Data for processing
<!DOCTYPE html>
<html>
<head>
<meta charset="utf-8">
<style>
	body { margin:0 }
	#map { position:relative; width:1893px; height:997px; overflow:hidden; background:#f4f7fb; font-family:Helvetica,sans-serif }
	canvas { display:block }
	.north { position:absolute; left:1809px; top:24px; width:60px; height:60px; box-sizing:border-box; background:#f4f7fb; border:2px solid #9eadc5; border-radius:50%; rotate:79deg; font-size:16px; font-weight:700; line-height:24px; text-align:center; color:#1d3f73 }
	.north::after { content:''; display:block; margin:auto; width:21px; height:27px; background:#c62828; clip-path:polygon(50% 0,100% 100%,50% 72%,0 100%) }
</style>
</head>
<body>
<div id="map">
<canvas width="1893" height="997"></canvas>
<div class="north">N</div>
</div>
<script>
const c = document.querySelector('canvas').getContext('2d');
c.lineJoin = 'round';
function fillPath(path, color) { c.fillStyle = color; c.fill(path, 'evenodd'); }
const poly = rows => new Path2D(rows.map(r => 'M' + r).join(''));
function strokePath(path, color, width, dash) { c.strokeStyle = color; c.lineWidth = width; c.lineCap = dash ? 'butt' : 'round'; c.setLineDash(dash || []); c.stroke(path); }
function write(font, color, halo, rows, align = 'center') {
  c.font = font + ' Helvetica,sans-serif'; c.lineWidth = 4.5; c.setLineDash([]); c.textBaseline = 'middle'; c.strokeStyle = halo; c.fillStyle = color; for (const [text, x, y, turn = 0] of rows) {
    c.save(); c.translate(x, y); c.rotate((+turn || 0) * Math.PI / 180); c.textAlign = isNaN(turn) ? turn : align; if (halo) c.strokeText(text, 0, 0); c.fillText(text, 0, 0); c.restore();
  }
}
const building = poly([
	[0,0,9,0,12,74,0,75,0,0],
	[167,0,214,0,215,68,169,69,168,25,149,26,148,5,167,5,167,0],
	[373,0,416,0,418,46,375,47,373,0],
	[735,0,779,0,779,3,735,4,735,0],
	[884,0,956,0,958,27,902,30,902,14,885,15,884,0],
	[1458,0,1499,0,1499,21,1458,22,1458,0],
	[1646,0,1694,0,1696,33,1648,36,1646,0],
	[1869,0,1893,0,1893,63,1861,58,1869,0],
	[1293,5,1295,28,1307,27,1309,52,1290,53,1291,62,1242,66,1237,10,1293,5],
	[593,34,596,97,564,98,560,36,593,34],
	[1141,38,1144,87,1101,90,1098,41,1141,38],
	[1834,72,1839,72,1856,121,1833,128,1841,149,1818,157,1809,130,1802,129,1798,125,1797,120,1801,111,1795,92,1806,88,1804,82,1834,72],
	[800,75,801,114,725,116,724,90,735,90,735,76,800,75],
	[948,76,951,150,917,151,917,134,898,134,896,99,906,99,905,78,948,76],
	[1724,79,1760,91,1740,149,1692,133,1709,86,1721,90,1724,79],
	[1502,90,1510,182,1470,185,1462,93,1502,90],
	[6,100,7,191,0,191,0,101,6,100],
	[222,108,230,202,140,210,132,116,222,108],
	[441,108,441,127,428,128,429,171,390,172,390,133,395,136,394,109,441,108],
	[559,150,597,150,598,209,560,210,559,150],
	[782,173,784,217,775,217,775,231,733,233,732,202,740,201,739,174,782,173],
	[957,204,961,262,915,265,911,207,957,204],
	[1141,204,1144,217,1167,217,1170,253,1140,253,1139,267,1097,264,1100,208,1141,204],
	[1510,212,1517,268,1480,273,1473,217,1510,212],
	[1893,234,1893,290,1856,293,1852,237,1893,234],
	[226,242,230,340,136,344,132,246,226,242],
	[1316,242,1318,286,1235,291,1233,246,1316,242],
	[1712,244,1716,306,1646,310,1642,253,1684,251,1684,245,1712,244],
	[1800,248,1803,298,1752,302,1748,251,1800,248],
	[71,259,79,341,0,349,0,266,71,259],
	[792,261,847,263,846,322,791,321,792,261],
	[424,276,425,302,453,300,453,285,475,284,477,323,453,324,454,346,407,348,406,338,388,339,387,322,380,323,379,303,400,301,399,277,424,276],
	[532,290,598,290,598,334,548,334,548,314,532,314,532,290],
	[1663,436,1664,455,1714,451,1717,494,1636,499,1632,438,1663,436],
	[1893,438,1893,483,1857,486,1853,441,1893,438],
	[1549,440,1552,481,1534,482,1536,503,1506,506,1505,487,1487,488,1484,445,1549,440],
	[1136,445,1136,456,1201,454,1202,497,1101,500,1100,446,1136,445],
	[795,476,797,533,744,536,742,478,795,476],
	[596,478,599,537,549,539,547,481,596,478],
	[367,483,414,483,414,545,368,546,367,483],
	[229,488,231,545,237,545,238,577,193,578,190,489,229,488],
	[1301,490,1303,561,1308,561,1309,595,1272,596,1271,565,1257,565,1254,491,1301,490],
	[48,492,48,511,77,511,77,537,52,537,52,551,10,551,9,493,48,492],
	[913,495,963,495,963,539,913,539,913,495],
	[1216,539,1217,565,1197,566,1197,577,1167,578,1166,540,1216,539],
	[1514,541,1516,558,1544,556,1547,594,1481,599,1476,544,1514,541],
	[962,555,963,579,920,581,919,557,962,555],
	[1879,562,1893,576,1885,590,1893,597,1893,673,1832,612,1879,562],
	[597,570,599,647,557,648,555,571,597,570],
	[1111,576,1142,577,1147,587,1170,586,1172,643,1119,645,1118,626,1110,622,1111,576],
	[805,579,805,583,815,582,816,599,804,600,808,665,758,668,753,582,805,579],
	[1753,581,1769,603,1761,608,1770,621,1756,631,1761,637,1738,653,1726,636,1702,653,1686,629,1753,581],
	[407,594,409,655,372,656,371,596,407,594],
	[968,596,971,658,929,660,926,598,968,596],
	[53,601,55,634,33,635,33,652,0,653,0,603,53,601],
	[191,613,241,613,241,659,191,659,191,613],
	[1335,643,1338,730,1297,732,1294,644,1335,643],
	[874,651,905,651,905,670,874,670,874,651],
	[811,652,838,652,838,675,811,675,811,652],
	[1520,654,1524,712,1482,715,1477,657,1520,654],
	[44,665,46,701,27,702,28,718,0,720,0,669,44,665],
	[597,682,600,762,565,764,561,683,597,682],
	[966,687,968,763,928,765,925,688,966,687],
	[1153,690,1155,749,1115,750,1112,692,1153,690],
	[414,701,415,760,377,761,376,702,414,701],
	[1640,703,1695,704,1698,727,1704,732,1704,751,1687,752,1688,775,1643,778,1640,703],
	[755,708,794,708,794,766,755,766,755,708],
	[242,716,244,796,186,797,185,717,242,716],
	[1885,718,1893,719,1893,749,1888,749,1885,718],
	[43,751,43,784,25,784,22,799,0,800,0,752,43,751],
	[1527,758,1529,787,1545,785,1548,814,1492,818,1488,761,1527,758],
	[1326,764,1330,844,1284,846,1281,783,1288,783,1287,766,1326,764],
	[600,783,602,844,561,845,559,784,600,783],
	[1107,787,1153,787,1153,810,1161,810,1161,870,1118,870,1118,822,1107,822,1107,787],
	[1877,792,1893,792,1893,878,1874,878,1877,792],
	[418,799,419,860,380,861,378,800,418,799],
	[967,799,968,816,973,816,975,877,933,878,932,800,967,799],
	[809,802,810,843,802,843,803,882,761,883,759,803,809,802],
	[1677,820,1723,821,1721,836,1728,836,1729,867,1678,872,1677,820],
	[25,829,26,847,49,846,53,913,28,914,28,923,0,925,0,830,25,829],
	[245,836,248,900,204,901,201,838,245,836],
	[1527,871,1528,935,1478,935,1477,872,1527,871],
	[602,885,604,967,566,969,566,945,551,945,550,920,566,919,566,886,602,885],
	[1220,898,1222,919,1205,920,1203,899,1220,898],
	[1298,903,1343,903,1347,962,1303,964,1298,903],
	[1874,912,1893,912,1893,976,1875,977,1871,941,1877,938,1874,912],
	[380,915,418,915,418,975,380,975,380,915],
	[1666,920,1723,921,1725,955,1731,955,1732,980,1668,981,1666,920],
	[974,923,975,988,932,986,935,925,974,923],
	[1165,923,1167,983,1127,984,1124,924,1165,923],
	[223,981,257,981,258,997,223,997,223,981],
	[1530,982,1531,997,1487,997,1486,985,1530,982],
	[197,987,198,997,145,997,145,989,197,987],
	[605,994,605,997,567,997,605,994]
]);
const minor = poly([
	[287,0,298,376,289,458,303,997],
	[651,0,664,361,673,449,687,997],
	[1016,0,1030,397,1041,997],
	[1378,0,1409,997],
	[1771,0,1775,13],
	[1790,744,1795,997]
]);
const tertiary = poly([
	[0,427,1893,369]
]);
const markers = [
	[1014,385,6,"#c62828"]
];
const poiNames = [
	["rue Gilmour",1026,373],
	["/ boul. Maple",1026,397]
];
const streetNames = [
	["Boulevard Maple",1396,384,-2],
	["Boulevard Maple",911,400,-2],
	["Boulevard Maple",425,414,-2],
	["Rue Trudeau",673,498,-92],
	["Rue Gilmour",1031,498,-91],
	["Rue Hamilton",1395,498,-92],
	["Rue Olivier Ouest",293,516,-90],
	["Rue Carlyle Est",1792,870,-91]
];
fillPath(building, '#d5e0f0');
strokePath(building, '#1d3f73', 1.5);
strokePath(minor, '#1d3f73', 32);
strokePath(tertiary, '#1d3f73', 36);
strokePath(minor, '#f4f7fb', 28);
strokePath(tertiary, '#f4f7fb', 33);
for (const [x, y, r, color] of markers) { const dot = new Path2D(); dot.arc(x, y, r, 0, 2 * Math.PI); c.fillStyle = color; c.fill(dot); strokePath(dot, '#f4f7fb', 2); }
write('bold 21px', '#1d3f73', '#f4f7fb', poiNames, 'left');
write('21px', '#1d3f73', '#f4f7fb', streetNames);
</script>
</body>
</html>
* * *
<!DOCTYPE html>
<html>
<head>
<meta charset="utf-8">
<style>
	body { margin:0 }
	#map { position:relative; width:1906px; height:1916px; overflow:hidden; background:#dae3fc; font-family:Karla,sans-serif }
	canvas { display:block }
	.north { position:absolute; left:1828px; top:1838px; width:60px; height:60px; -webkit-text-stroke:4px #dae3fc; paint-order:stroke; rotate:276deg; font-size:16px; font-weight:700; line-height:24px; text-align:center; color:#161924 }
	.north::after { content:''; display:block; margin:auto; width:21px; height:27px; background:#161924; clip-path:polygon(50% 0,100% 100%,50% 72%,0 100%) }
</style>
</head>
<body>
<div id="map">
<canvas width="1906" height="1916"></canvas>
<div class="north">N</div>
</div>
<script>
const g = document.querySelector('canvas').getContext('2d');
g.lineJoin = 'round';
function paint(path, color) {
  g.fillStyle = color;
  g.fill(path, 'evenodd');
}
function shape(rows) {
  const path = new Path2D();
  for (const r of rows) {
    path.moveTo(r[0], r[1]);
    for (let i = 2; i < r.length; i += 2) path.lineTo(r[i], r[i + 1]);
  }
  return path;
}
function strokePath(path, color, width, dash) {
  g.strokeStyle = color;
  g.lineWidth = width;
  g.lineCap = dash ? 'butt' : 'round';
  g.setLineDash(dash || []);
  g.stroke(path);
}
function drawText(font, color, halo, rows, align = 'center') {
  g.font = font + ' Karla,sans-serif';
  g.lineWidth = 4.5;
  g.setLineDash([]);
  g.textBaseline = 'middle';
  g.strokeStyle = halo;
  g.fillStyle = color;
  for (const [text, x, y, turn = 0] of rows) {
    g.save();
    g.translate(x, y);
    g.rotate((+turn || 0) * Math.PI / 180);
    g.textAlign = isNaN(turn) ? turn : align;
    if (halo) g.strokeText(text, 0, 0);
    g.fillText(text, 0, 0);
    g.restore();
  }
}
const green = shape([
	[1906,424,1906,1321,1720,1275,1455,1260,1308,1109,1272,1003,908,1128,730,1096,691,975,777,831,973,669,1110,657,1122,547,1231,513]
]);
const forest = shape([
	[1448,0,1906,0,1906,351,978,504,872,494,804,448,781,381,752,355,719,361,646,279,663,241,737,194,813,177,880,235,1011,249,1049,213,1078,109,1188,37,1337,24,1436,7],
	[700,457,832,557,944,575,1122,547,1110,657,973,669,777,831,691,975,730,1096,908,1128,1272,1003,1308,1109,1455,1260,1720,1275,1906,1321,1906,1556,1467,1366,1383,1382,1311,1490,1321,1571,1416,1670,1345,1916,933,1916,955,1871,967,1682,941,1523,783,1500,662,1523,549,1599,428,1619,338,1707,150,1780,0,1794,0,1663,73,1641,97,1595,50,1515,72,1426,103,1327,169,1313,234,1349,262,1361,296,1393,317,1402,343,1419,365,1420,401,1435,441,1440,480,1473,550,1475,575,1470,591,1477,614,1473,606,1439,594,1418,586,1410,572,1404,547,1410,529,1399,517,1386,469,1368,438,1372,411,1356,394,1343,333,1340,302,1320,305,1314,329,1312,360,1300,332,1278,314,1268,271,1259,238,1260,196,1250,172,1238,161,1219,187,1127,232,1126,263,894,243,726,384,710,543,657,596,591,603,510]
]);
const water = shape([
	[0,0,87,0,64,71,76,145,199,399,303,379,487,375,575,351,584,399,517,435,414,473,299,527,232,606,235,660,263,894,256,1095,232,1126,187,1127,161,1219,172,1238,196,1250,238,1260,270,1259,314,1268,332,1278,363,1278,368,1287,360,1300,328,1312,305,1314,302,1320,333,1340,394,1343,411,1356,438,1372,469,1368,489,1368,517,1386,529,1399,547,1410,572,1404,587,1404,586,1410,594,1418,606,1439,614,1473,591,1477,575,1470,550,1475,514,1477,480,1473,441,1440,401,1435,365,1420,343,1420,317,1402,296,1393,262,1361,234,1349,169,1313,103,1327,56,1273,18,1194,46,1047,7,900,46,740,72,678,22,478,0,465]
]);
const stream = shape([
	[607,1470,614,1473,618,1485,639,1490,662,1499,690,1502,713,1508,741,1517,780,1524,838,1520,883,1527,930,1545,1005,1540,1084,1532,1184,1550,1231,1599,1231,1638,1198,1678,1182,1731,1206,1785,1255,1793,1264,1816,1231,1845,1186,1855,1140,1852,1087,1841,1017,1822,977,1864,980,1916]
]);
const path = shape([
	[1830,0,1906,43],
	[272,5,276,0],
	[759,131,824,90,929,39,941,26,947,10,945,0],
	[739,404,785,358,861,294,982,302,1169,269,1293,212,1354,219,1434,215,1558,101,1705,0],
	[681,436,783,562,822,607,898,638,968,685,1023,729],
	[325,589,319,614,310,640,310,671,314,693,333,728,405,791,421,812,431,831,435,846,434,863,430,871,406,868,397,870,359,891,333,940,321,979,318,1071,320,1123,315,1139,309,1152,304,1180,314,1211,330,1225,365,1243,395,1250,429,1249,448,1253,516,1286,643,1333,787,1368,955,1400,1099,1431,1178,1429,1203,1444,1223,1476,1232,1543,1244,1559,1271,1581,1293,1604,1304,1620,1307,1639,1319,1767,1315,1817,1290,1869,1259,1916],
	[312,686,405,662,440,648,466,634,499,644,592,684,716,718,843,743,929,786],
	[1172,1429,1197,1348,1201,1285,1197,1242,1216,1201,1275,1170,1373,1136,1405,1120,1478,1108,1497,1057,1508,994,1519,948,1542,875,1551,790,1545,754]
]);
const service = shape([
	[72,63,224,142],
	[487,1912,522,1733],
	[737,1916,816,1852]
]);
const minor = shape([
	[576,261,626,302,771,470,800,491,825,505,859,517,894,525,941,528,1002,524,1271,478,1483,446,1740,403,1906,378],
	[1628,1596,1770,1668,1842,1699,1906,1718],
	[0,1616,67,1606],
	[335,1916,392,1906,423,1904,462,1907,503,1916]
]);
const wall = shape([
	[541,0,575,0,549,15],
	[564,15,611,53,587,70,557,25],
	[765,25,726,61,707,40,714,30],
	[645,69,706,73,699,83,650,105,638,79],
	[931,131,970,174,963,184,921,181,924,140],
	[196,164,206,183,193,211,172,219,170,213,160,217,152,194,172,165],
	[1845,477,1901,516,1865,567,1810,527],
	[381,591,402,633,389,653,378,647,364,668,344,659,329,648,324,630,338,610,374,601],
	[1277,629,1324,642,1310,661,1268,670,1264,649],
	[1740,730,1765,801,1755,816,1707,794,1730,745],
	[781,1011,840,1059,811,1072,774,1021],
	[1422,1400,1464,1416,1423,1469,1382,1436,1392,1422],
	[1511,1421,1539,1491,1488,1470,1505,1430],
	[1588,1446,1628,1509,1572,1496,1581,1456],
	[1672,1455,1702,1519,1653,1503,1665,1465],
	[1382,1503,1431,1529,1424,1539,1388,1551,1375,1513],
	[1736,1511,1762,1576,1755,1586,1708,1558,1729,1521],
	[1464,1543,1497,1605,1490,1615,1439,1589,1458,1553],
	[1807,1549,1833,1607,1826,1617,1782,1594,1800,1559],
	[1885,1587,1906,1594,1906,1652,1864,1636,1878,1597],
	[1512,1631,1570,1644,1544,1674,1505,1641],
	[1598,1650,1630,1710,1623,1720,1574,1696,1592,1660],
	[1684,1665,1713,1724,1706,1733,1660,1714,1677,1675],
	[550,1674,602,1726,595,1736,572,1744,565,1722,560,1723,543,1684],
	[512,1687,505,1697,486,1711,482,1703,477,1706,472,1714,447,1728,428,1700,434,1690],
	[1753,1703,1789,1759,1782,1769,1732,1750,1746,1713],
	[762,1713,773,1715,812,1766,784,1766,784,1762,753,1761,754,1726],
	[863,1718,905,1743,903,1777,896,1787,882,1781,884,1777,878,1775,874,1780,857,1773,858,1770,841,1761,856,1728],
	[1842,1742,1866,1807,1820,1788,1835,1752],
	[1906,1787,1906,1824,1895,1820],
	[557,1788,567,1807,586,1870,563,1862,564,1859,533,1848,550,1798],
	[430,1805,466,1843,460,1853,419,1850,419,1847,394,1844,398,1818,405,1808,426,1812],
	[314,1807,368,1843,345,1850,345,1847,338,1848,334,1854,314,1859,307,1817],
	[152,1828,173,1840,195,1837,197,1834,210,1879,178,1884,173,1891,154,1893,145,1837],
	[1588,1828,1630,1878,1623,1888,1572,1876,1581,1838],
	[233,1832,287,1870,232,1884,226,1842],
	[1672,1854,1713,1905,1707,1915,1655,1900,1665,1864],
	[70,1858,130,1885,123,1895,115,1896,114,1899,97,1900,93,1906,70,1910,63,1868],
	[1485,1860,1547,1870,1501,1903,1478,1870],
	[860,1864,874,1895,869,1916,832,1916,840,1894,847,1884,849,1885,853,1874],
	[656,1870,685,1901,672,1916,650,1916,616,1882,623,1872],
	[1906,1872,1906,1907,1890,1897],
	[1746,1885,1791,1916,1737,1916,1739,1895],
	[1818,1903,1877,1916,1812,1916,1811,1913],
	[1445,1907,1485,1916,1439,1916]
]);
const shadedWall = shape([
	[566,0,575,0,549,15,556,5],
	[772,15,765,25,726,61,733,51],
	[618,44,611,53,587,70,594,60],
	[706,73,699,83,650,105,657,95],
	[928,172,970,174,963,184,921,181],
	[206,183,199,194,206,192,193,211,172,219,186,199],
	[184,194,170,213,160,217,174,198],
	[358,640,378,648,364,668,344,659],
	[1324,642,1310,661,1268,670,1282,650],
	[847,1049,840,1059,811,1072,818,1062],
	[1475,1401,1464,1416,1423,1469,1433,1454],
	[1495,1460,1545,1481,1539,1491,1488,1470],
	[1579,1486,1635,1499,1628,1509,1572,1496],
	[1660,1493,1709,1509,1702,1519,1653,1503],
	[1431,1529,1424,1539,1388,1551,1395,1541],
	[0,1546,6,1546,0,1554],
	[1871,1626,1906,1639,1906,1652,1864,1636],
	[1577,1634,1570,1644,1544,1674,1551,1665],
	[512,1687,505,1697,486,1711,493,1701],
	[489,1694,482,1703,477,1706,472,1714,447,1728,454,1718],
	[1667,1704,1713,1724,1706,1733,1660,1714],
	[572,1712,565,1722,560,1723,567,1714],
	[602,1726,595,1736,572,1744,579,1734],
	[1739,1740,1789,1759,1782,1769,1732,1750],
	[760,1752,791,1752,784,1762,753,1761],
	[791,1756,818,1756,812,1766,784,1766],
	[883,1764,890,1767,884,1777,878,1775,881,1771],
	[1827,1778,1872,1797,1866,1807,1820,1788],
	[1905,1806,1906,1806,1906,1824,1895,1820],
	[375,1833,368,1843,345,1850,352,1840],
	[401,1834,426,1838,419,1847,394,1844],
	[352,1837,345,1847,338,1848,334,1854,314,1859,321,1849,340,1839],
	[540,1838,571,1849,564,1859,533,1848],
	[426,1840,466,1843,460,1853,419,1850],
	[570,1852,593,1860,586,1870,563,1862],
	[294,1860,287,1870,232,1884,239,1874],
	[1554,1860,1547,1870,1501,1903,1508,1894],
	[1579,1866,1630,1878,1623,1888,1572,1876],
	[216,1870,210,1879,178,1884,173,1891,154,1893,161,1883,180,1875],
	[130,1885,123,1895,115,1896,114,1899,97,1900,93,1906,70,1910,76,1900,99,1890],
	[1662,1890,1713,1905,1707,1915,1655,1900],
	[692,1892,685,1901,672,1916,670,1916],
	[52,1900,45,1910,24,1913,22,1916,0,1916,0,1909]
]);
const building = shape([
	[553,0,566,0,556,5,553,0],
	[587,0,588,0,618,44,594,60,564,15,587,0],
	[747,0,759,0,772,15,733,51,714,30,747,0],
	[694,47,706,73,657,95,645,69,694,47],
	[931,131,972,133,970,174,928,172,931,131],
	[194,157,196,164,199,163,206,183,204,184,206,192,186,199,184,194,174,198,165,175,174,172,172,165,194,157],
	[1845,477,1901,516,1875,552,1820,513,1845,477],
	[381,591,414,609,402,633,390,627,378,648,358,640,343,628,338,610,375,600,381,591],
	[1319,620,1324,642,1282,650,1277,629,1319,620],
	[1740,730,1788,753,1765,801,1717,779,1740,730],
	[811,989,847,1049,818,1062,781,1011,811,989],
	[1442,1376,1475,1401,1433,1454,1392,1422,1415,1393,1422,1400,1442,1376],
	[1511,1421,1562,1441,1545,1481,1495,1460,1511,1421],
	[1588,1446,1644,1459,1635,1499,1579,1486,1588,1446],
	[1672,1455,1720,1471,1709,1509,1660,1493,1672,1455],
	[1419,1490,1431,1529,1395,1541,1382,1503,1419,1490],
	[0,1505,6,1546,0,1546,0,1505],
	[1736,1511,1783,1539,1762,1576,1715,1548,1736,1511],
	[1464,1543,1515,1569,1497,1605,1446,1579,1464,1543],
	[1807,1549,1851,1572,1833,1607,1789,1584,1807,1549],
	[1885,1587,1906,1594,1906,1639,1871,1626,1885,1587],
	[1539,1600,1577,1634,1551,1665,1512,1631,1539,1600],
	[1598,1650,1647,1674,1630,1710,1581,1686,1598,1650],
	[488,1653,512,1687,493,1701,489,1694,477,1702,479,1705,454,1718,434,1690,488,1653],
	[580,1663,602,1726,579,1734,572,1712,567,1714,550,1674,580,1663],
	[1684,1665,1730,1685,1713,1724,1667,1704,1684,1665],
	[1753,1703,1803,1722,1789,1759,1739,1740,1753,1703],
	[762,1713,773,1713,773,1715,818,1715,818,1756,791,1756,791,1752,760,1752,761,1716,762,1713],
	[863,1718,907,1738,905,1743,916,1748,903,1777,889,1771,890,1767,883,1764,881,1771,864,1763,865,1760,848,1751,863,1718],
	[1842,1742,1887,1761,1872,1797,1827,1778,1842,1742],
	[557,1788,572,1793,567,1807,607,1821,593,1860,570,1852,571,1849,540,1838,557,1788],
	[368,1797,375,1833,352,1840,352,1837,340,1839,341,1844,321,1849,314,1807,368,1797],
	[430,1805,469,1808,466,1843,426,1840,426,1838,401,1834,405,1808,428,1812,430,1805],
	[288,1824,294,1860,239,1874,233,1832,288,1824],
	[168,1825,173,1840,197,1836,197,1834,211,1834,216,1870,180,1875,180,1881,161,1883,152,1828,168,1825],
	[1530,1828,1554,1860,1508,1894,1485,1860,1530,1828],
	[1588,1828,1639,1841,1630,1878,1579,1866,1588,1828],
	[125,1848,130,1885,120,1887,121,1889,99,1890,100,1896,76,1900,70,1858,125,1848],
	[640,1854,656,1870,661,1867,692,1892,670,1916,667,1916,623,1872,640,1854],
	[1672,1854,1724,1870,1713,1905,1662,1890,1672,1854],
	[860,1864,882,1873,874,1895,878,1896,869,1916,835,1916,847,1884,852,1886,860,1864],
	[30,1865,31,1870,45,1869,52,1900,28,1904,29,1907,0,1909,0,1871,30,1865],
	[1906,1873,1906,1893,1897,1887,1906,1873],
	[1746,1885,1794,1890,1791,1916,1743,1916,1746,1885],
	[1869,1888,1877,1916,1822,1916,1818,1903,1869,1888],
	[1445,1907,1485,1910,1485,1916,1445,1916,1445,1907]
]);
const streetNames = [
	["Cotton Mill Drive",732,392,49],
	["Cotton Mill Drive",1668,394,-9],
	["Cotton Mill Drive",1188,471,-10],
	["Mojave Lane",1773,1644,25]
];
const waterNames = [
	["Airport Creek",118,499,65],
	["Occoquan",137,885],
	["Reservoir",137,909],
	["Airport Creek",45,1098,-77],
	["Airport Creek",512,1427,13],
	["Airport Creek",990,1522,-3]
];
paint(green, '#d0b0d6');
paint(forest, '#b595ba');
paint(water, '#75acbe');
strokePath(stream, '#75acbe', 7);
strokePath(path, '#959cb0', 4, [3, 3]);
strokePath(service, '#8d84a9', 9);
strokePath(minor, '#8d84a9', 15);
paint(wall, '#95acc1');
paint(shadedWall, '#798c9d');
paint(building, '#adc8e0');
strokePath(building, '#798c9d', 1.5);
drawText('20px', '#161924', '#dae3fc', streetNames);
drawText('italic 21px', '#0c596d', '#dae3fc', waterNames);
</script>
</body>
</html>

What to do
From the entries above, list each line with "lineWidth" in it.

Output of the task
function strokePath(path, color, width, dash) { c.strokeStyle = color; c.lineWidth = width; c.lineCap = dash ? 'butt' : 'round'; c.setLineDash(dash || []); c.stroke(path); }
  c.font = font + ' Helvetica,sans-serif'; c.lineWidth = 4.5; c.setLineDash([]); c.textBaseline = 'middle'; c.strokeStyle = halo; c.fillStyle = color; for (const [text, x, y, turn = 0] of rows) {
  g.lineWidth = width;
  g.lineWidth = 4.5;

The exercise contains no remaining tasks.